SUPPLIED RECORDS
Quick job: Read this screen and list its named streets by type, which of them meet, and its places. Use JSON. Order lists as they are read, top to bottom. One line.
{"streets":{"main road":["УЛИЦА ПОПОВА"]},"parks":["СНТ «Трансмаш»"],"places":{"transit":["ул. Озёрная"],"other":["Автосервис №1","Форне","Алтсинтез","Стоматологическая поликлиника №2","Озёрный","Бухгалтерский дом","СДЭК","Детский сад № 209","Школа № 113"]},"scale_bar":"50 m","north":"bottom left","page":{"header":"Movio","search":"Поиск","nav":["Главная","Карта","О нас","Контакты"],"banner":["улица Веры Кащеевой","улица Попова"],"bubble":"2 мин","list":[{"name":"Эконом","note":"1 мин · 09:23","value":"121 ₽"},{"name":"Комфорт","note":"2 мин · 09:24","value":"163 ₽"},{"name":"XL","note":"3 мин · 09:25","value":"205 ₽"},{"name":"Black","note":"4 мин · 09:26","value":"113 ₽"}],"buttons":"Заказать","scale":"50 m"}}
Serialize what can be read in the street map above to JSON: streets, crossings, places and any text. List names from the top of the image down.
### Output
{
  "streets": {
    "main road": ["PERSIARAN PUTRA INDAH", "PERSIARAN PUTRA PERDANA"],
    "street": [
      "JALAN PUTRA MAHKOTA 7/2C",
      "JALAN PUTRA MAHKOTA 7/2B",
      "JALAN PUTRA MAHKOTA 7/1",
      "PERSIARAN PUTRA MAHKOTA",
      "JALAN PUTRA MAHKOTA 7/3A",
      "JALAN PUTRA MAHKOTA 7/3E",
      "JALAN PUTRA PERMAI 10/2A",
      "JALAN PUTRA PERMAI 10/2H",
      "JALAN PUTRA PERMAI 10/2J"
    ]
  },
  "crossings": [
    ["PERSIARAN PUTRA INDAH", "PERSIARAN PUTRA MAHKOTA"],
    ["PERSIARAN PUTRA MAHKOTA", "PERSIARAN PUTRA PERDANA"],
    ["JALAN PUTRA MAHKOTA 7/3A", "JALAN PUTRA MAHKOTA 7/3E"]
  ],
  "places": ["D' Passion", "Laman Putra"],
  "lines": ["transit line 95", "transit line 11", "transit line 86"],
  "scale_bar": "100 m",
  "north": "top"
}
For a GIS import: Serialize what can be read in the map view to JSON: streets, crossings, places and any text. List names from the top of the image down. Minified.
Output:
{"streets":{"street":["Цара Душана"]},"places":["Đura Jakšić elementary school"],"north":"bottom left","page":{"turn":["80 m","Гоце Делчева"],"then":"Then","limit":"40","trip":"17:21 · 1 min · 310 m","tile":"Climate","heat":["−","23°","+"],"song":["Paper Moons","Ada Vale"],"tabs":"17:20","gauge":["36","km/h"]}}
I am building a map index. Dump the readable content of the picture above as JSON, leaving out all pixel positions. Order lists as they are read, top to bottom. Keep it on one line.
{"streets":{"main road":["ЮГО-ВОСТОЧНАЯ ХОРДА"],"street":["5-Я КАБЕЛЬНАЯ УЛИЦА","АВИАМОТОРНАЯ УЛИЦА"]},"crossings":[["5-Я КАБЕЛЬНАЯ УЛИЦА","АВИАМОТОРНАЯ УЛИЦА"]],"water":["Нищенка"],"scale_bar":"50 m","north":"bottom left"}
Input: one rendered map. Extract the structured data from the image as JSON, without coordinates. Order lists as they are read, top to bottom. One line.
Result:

PROBLEM STATEMENT
All lines from the one with "I am building" through the end of the data must be repeated exactly, and nothing else may be repeated.

SOLUTION TO THIS PROBLEM
I am building a map index. Dump the readable content of the picture above as JSON, leaving out all pixel positions. Order lists as they are read, top to bottom. Keep it on one line.
{"streets":{"main road":["ЮГО-ВОСТОЧНАЯ ХОРДА"],"street":["5-Я КАБЕЛЬНАЯ УЛИЦА","АВИАМОТОРНАЯ УЛИЦА"]},"crossings":[["5-Я КАБЕЛЬНАЯ УЛИЦА","АВИАМОТОРНАЯ УЛИЦА"]],"water":["Нищенка"],"scale_bar":"50 m","north":"bottom left"}
Input: one rendered map. Extract the structured data from the image as JSON, without coordinates. Order lists as they are read, top to bottom. One line.
Result:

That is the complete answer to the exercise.